**Task brief**. Within the listing below, please show every line carrying the string "margin".

**Excerpted data**.
* * * * *

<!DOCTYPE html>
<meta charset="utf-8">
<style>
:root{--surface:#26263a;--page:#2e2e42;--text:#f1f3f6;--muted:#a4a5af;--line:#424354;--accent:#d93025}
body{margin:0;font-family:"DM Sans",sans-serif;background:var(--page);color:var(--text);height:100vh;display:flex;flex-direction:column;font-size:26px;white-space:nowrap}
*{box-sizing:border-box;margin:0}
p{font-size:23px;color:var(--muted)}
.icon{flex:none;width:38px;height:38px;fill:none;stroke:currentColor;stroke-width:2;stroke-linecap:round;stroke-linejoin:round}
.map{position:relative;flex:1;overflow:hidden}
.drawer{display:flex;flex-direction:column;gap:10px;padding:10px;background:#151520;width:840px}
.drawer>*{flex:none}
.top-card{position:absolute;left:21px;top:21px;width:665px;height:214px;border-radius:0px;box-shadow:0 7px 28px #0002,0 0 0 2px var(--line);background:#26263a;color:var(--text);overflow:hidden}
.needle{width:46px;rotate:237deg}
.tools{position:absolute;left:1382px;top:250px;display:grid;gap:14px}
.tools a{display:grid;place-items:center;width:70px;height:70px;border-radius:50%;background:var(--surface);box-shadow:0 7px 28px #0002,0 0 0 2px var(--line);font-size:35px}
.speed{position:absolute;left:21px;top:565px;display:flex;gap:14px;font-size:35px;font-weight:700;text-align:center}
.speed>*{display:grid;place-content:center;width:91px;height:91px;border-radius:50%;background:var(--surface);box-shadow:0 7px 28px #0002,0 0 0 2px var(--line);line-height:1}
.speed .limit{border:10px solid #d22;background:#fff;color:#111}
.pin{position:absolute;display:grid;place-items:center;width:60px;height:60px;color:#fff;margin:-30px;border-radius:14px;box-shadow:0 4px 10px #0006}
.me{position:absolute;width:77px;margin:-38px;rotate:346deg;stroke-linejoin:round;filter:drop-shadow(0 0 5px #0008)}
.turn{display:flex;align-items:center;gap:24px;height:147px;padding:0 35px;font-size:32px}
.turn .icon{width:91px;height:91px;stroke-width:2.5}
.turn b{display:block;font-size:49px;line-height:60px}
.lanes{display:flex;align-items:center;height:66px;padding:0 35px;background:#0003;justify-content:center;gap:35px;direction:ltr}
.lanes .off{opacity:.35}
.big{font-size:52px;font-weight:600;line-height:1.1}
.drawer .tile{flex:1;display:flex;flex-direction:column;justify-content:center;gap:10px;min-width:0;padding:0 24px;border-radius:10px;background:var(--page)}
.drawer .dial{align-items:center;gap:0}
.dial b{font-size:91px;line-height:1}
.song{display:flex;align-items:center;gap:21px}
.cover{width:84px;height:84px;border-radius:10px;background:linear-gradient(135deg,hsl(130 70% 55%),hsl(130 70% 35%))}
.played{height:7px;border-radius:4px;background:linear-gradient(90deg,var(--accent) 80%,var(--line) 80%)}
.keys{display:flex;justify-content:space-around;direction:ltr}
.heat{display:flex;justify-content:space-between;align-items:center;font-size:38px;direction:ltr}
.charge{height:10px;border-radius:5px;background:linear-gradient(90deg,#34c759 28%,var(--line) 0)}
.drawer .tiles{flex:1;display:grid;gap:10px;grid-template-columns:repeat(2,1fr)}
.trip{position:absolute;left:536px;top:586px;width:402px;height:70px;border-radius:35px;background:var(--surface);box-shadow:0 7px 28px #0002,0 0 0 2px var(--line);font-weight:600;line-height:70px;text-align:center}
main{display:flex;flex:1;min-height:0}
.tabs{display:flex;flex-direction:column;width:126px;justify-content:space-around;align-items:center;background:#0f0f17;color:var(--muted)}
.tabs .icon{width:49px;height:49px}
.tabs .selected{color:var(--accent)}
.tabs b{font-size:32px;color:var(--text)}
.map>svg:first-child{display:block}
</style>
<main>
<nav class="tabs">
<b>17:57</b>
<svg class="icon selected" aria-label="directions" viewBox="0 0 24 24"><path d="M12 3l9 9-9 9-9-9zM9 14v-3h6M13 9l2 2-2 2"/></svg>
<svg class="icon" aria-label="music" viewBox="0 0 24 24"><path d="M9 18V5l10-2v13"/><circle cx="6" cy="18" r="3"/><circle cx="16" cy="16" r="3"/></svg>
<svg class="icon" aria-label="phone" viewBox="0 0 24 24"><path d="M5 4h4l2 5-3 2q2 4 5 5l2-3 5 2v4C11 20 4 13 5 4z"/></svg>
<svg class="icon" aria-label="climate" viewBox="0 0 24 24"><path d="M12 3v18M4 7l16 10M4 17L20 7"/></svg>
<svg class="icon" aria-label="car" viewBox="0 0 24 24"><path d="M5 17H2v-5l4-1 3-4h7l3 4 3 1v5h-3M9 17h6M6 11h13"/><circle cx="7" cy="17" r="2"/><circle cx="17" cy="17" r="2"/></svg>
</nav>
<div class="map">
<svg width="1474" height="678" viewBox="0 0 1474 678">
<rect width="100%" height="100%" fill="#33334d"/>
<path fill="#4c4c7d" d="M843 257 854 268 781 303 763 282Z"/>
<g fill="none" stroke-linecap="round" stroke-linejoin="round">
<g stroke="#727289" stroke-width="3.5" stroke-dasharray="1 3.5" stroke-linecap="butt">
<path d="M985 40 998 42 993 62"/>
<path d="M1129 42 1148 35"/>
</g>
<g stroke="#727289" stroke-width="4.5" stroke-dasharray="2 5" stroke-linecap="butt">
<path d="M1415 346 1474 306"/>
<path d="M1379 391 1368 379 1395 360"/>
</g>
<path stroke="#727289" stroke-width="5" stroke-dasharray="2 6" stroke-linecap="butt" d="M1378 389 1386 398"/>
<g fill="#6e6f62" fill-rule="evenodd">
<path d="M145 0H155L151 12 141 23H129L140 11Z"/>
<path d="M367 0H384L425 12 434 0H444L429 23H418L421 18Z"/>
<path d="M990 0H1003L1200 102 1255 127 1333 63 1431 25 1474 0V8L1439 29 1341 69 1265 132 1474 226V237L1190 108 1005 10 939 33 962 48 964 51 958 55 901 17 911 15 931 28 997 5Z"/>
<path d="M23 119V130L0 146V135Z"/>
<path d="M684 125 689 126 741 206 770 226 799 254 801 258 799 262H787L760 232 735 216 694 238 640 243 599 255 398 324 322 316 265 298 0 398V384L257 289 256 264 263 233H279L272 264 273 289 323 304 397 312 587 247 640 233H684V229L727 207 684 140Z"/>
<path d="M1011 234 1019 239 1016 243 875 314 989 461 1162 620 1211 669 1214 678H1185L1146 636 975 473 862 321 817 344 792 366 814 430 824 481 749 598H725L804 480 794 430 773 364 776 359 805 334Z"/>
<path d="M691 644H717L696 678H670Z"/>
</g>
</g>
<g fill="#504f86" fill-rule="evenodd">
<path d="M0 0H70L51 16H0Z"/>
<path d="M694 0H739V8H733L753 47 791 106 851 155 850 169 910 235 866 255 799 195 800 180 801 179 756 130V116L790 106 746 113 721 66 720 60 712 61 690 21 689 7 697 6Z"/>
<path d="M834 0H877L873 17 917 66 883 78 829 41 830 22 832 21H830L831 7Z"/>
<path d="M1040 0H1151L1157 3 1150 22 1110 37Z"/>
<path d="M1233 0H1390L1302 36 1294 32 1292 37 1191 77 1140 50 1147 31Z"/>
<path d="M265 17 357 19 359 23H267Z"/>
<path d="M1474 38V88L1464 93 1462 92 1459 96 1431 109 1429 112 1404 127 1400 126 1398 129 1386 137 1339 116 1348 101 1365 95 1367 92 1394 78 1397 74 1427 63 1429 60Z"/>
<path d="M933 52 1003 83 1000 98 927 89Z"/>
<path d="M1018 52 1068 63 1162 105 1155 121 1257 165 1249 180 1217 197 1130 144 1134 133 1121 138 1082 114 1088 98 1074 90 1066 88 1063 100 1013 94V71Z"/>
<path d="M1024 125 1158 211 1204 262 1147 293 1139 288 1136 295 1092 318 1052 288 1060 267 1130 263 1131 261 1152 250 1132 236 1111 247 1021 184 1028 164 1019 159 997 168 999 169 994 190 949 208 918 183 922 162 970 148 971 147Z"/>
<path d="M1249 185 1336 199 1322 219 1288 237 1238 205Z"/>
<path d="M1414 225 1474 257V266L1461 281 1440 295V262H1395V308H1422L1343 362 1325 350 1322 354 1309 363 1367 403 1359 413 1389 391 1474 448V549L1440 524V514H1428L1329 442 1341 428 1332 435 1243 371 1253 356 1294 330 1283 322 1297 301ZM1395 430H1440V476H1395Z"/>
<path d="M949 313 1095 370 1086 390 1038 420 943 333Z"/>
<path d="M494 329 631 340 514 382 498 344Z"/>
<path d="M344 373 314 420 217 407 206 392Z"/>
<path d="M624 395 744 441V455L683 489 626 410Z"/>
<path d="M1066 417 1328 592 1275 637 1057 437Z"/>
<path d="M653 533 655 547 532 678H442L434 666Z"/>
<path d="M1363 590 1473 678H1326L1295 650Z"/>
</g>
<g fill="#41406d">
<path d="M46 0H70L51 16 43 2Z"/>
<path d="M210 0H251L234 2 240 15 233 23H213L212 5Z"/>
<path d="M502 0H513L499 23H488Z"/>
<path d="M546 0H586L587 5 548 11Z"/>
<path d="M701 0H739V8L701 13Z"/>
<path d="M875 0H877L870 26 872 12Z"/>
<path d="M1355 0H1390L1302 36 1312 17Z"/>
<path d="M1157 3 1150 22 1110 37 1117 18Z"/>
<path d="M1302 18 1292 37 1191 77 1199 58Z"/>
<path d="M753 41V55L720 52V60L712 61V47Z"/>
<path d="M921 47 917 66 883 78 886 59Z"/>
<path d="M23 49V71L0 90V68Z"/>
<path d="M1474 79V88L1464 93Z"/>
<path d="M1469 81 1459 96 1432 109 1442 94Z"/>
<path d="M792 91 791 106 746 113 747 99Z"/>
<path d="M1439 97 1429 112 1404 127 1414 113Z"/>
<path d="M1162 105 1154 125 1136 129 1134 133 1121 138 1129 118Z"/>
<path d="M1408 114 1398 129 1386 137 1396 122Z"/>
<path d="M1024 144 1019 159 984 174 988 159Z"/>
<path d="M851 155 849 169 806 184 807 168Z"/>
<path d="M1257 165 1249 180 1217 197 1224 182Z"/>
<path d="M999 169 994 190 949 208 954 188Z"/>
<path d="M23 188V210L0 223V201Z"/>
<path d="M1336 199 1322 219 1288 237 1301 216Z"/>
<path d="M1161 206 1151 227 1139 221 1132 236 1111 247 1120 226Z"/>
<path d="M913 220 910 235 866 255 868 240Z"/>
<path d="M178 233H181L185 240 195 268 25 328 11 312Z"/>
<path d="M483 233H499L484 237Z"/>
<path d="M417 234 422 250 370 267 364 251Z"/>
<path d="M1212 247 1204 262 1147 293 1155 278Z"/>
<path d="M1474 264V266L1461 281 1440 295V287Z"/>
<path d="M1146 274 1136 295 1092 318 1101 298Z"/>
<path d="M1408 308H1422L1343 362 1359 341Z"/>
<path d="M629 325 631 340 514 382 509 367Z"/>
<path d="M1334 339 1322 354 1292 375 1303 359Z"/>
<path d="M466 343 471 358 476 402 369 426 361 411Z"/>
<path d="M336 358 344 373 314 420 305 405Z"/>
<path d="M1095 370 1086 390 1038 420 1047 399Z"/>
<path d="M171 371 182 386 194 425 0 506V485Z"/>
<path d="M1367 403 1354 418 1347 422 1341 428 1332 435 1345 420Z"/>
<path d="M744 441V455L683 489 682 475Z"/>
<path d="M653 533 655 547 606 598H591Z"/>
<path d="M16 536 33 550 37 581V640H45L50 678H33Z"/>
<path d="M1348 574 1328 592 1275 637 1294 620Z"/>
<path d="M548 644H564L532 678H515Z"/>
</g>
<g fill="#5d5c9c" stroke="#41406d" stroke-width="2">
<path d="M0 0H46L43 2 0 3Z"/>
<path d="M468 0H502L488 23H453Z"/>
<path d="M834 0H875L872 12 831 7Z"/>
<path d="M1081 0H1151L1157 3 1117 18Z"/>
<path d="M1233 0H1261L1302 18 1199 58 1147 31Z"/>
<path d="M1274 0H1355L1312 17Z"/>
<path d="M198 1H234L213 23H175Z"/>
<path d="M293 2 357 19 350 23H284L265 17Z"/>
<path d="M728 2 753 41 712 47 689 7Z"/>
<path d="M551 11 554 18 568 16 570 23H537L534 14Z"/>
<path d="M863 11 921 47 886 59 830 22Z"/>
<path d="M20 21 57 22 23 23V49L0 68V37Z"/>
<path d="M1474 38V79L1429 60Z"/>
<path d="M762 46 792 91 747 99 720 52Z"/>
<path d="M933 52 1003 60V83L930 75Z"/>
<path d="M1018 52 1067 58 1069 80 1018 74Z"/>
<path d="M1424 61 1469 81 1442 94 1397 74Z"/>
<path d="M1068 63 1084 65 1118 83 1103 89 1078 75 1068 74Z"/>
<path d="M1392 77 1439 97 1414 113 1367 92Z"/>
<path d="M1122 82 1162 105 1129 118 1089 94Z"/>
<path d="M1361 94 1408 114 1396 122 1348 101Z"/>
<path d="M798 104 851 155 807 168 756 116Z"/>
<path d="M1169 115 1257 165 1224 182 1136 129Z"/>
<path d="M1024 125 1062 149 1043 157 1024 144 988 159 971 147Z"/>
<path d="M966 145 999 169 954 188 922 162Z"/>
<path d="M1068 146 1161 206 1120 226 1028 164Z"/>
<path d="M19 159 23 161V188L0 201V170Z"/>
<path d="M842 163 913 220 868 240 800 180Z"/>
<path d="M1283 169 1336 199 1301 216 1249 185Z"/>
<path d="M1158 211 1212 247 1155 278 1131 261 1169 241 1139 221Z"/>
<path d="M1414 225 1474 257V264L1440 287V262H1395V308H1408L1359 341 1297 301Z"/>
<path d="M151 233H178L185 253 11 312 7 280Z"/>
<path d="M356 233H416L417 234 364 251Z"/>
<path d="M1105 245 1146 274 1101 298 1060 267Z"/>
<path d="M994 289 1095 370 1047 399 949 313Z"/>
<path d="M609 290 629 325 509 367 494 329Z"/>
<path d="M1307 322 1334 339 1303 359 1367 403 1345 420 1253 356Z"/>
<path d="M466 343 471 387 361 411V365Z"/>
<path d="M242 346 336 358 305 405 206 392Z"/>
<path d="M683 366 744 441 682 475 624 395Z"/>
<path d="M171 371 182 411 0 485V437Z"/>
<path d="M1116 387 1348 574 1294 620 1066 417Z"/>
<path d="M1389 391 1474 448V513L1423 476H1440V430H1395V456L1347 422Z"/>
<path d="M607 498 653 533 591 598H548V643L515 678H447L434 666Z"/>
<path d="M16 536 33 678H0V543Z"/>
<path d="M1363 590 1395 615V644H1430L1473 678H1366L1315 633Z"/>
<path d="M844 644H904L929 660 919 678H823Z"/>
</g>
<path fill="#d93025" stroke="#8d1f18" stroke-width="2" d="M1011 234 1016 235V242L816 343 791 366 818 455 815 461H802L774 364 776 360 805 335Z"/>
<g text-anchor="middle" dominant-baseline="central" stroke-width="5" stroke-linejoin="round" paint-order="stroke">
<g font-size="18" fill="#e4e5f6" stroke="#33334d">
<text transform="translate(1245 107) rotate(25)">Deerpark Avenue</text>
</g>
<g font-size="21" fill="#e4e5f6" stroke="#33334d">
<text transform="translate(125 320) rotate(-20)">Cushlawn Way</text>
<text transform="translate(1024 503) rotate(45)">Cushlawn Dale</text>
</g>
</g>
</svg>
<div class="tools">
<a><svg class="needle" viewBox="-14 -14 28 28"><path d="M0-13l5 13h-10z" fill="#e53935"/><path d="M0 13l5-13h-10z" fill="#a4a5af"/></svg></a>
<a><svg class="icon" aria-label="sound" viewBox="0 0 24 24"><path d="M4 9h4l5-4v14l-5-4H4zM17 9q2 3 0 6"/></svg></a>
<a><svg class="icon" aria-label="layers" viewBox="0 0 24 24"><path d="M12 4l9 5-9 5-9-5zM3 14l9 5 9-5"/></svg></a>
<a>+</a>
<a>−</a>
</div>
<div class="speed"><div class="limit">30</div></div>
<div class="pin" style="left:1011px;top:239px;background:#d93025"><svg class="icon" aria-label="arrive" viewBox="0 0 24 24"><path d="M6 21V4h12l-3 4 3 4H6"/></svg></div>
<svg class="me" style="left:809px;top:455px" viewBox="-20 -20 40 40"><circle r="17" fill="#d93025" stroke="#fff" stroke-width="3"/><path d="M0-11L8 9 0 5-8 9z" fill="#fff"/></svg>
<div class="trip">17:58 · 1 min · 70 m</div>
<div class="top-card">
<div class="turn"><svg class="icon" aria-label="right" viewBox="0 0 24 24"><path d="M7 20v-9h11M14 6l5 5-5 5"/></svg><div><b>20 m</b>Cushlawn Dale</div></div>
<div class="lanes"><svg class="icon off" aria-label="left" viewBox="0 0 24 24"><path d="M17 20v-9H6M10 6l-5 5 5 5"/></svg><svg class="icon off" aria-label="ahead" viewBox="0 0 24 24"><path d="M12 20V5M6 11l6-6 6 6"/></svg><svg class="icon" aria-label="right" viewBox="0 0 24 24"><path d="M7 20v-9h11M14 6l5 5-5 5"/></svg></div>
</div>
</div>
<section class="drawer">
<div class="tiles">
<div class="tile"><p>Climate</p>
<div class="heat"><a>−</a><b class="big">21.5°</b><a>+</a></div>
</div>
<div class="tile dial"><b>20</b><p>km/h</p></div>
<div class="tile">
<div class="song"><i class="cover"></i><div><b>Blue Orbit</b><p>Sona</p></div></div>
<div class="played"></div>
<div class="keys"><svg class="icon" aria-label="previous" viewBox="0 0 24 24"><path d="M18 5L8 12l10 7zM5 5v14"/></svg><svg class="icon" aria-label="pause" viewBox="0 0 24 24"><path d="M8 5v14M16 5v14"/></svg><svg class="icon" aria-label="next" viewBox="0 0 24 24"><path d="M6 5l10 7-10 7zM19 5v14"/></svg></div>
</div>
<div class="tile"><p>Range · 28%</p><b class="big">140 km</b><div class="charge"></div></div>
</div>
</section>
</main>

* * * * *

**Result of the task**.
body{margin:0;font-family:"DM Sans",sans-serif;background:var(--page);color:var(--text);height:100vh;display:flex;flex-direction:column;font-size:26px;white-space:nowrap}
*{box-sizing:border-box;margin:0}
.pin{position:absolute;display:grid;place-items:center;width:60px;height:60px;color:#fff;margin:-30px;border-radius:14px;box-shadow:0 4px 10px #0006}
.me{position:absolute;width:77px;margin:-38px;rotate:346deg;stroke-linejoin:round;filter:drop-shadow(0 0 5px #0008)}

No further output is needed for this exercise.